/mask-rcnn.pytorch

A pytorch implementation of Detectron. Both training from scratch and inferring directly from pretrained Detectron weights are available.

Primary LanguagePythonMIT LicenseMIT

A Pytorch Implementation of Detectron

Example output of *e2e_mask_rcnn-R-101-FPN_2x* using Detectron pretrained weight.

Corresponding example output from Detectron.

Example output of *e2e_keypoint_rcnn-R-50-FPN_s1x* using Detectron pretrained weight.

This code follows the implementation architecture of Detectron. Only part of the functionality is supported.
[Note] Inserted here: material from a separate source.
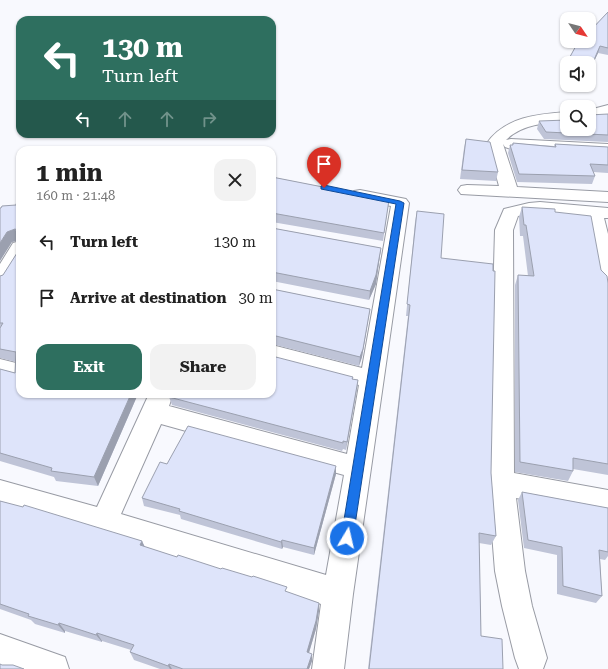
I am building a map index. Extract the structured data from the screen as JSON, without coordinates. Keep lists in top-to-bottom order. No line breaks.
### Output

Check this section for more information.

With this code, you can...

  1. Train your model from scratch.
  2. Inference using the pretrained weight file (*.pkl) from Detectron.

This repository is originally built on jwyang/faster-rcnn.pytorch. However, after many modifications, the structure changes a lot and it's now more similar to Detectron. I deliberately make everything similar or identical to Detectron's implementation, so as to reproduce the result directly from official pretrained weight files.

This implementation has the following features:

  • It is pure Pytorch code. Of course, there are some CUDA code.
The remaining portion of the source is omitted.